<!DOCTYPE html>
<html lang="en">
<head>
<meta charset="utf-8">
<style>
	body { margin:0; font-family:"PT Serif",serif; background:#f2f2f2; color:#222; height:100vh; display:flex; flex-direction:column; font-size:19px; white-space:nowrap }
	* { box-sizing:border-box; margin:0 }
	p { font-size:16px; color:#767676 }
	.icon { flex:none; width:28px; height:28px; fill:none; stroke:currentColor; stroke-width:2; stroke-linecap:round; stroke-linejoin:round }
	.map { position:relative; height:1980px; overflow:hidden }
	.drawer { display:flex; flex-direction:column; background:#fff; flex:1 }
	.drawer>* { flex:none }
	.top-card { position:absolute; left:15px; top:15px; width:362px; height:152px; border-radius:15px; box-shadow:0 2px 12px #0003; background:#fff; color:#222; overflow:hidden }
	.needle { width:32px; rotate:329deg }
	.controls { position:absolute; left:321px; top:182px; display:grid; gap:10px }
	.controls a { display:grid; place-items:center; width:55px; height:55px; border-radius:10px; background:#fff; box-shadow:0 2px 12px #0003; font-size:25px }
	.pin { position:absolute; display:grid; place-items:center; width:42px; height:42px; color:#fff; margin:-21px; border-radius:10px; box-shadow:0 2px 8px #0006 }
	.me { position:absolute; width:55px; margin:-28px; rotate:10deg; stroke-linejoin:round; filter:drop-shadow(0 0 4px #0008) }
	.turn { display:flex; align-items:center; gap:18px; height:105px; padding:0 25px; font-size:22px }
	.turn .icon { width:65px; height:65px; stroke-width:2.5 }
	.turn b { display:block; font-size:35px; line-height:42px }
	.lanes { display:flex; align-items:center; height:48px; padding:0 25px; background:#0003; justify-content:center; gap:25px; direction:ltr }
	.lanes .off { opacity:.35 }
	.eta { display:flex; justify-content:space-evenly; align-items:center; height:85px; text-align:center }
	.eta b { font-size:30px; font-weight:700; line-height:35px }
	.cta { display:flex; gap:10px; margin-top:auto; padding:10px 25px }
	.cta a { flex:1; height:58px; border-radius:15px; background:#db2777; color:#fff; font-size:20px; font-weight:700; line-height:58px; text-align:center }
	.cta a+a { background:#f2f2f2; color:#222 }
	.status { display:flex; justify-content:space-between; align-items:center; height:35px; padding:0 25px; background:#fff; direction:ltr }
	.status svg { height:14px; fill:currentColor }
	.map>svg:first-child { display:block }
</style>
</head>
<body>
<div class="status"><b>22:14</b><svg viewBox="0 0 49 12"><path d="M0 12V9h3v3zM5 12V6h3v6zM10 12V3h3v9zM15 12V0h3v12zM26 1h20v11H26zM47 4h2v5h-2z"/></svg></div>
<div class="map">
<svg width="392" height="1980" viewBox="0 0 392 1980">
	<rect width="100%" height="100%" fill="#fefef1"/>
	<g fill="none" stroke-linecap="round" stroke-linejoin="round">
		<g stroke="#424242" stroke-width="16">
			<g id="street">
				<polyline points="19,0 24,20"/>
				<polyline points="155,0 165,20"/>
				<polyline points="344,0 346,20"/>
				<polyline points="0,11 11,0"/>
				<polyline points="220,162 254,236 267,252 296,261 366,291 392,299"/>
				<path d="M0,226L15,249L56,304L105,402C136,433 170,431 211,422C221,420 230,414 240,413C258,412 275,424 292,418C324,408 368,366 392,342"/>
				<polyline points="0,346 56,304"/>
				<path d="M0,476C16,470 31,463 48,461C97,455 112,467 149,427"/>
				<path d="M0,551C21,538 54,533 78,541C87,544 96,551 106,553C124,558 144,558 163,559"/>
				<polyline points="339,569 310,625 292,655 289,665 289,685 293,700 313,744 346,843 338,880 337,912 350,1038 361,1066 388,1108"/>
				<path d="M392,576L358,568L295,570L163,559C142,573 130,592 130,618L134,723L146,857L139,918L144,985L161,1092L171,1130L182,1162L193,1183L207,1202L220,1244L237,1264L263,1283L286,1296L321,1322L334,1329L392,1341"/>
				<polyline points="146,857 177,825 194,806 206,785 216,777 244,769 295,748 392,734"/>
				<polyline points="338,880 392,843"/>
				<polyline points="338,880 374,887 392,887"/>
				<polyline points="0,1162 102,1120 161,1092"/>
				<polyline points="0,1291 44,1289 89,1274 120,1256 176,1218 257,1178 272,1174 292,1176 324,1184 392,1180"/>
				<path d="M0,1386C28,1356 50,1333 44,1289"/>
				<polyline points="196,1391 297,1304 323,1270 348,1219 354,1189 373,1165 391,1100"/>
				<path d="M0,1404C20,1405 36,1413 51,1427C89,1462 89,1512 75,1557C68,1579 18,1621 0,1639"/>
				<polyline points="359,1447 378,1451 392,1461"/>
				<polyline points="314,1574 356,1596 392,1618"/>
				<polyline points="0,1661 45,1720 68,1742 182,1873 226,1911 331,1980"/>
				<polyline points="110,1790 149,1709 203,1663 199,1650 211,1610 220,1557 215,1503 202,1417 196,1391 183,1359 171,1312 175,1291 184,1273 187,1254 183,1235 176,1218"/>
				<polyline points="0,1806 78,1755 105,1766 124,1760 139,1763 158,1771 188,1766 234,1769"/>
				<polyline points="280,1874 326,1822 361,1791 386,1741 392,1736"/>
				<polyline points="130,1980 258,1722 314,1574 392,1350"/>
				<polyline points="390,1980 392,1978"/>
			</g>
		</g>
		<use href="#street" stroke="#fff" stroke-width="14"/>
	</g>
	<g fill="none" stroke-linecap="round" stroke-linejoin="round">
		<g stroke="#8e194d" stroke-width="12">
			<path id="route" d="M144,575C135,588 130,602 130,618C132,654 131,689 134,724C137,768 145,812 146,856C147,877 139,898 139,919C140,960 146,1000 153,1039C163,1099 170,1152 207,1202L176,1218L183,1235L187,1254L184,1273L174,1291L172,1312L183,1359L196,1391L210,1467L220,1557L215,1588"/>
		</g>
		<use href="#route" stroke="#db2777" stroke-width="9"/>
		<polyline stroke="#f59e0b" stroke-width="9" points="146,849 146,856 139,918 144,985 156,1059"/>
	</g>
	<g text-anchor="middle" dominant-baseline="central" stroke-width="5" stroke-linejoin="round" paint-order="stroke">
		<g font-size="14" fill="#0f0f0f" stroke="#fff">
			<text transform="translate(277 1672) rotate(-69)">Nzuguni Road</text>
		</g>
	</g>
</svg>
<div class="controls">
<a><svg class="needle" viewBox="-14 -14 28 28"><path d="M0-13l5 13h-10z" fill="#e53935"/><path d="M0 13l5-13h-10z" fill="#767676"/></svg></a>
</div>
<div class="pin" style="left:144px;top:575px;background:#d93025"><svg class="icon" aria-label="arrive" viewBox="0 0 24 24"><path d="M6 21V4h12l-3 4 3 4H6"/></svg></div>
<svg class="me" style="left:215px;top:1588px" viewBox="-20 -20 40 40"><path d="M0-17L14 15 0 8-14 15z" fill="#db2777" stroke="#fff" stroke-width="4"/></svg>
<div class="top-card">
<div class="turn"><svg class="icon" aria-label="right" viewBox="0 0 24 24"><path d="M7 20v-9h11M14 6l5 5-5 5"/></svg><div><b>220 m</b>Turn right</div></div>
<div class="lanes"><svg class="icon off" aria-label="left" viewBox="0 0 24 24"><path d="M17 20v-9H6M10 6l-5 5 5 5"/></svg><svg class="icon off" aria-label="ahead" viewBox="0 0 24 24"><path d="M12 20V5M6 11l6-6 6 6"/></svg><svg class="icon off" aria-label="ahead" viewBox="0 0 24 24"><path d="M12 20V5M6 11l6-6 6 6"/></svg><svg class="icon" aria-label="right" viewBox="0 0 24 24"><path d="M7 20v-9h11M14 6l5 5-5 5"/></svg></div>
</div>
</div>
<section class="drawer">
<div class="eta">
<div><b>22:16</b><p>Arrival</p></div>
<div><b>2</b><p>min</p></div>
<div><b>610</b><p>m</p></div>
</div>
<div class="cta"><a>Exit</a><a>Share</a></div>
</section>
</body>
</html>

◆ ◆ ◆ ◆

=== HOW TO COMPLETE THIS TASK ===
Please copy out every line in the listing that has the string "flex".

=== TASK RESPONSE ===
	body { margin:0; font-family:"PT Serif",serif; background:#f2f2f2; color:#222; height:100vh; display:flex; flex-direction:column; font-size:19px; white-space:nowrap }
	.icon { flex:none; width:28px; height:28px; fill:none; stroke:currentColor; stroke-width:2; stroke-linecap:round; stroke-linejoin:round }
	.drawer { display:flex; flex-direction:column; background:#fff; flex:1 }
	.drawer>* { flex:none }
	.turn { display:flex; align-items:center; gap:18px; height:105px; padding:0 25px; font-size:22px }
	.lanes { display:flex; align-items:center; height:48px; padding:0 25px; background:#0003; justify-content:center; gap:25px; direction:ltr }
	.eta { display:flex; justify-content:space-evenly; align-items:center; height:85px; text-align:center }
	.cta { display:flex; gap:10px; margin-top:auto; padding:10px 25px }
	.cta a { flex:1; height:58px; border-radius:15px; background:#db2777; color:#fff; font-size:20px; font-weight:700; line-height:58px; text-align:center }
	.status { display:flex; justify-content:space-between; align-items:center; height:35px; padding:0 25px; background:#fff; direction:ltr }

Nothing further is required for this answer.